Big government fever eventually recedes as Americans realize the costs to our economy, social fabric and liberty. Limited government values emerge as the more efficient, effective and principled of the governance choices.

But larger swaths of Americans are benefiting from government largesse than nearly any other time in history. Pew research found that more than half (55%) of Americans have at one time received benefits from one of six federal safety net programs. According to recent data, Social Security Disability Insurance rolls have swelled to a record high of 8.85 million Americans in March 2013. That’s up 1.6 million people (21%) since the start of the recent recession.

In this environment do limited government advocates have a new chance to combat the philosophy that government is the answer to economic hardship and the tractable problems of society?

Peter Wehner, former adviser to George W. Bush and now a senior fellow at the Ethics and Public Policy Center, thinks there’s hope:

“I’m not sure it’s an inflection point, but it’s a big moment.

“The conservative case for limited government, and the conservative case against Big Government, probably got a big boost.” Wehner said, cautioning: “It’s hard to tell what the effects are going to be on the public, because I think the public’s views are pretty settled. I think they tend to be for limited government, but they’re not libertarians.”

Add to this that so many more Americans are receiving government benefits and you have a real challenge.
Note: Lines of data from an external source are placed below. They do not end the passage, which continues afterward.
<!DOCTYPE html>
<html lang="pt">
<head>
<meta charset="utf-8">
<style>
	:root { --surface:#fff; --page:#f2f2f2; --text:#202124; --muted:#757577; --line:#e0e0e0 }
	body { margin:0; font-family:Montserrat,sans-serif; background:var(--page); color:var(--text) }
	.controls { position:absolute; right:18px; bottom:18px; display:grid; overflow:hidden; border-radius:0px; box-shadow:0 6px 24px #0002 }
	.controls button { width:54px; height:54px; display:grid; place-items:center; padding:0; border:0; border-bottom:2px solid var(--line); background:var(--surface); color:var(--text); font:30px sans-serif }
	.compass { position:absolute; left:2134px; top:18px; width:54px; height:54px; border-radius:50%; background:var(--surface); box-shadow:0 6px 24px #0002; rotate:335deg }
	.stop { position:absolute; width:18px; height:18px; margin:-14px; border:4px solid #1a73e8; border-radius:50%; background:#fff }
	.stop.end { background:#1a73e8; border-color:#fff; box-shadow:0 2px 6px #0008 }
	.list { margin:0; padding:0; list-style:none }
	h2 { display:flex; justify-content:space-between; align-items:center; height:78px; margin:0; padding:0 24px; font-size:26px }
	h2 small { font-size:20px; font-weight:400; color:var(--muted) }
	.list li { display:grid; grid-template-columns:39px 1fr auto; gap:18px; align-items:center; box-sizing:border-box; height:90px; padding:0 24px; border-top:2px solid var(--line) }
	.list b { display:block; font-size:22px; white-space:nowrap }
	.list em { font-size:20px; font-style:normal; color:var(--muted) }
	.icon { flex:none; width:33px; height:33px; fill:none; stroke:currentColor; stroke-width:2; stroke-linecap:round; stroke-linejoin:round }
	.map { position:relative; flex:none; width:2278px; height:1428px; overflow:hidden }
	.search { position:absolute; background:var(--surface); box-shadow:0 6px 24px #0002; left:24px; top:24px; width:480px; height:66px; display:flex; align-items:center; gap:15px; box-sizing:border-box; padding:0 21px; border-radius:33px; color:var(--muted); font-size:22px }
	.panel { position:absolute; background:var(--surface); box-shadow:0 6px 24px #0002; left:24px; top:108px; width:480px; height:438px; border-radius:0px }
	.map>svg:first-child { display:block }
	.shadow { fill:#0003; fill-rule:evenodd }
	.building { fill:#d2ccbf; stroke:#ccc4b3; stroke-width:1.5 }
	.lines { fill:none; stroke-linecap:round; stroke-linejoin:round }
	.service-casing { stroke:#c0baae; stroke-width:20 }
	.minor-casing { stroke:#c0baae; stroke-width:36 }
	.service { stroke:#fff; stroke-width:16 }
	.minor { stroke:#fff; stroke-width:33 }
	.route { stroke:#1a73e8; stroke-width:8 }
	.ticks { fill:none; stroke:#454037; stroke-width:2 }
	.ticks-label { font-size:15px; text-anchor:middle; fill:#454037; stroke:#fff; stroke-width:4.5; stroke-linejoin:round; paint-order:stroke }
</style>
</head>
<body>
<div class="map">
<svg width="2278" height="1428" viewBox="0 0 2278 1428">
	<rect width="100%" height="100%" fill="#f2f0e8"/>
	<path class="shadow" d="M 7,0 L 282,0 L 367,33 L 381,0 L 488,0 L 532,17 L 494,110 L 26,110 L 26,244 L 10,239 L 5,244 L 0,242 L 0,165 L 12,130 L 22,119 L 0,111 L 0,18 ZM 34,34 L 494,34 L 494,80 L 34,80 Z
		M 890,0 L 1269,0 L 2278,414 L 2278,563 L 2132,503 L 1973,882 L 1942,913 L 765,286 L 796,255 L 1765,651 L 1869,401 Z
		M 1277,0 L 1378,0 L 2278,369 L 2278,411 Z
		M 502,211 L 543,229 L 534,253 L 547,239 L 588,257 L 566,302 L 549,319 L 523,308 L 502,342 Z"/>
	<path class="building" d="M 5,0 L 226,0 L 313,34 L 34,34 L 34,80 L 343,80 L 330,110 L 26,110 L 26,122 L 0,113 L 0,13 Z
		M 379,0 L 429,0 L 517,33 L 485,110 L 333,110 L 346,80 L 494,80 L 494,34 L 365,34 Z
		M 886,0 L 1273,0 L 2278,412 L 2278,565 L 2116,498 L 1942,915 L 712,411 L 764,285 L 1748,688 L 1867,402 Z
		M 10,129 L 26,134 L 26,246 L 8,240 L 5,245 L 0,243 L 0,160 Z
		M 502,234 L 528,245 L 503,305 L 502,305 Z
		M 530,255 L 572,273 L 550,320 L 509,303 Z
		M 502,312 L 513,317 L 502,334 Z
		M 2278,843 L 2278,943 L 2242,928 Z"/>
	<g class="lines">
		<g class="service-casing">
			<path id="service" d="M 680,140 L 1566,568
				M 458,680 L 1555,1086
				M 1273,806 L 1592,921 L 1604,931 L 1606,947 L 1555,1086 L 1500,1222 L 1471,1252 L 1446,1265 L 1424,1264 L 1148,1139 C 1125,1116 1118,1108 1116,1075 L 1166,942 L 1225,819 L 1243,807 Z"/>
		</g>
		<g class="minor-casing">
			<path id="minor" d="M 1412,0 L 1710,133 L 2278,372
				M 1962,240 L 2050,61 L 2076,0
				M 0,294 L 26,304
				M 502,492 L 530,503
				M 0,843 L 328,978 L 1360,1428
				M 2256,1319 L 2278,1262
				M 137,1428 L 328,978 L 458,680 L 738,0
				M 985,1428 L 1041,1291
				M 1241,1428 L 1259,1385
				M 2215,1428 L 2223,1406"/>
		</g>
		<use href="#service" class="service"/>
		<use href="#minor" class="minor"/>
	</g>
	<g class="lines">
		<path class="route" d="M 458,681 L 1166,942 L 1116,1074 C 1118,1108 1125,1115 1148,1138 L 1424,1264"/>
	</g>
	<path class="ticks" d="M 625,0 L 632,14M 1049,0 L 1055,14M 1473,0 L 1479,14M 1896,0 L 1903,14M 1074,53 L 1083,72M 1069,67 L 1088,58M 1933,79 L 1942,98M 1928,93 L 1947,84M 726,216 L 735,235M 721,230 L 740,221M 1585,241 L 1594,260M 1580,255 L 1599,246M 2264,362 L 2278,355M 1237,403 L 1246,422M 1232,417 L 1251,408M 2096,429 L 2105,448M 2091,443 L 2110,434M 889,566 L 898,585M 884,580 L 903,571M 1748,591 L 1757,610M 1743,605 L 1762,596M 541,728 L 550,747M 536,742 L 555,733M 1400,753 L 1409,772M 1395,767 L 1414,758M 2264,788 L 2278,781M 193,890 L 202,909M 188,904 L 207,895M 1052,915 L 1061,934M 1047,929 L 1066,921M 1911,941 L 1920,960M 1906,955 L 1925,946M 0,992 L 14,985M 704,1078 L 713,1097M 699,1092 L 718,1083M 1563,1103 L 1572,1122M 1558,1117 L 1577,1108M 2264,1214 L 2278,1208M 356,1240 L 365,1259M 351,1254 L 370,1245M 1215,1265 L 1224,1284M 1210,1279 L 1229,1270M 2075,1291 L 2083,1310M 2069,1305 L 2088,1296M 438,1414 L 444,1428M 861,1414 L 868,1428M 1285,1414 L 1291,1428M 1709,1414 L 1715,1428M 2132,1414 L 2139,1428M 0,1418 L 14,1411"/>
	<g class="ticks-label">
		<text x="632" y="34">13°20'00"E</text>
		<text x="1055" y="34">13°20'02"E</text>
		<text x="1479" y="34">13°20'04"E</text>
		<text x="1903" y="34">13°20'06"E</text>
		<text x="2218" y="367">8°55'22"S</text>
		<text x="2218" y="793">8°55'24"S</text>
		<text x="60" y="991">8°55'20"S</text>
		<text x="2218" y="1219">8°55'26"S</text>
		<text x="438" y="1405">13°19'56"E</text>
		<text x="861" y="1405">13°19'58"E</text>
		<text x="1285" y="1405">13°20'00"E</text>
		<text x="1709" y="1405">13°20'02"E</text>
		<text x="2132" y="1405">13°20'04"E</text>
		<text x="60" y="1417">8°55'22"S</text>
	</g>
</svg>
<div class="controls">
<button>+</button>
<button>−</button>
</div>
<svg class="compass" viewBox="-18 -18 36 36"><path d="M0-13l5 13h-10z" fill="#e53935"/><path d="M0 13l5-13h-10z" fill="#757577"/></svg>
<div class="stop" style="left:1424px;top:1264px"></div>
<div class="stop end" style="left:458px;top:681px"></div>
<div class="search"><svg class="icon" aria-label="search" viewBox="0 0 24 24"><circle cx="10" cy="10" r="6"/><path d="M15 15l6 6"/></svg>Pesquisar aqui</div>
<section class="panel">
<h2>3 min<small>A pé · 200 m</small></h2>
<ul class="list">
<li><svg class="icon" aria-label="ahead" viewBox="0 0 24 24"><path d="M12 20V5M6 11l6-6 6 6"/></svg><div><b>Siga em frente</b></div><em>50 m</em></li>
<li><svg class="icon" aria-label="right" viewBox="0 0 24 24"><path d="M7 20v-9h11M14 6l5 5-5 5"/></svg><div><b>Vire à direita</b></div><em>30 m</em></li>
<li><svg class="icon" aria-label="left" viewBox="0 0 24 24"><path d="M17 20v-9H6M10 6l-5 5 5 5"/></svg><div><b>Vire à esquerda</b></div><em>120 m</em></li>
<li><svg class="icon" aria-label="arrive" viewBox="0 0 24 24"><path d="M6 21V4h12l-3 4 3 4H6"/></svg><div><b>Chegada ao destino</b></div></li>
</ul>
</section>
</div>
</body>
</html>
If nothing else the IRS’s discriminatory scrutiny of conservatives and DOJ’s wire tapping of press remind Americans that a healthy mistrust of over-reaching government action is warranted. Politicians and bureaucrats make sweeping promises and engineer plans to remove the uncertainty of life and improve our conditions. Yet, these schemes fail and often miserably so. Most dangerously, we trade some of our freedoms and autonomy in exchange.

Mistrust of government was enough to sweep a new brand of limited government advocates into office during the last midterm elections. If that unease can be sustained among conservatives/libertarians and boosted among centrists (especially those who shift away from receiving government benefits) – things bode well for 2014. 2016 is a long ways away though.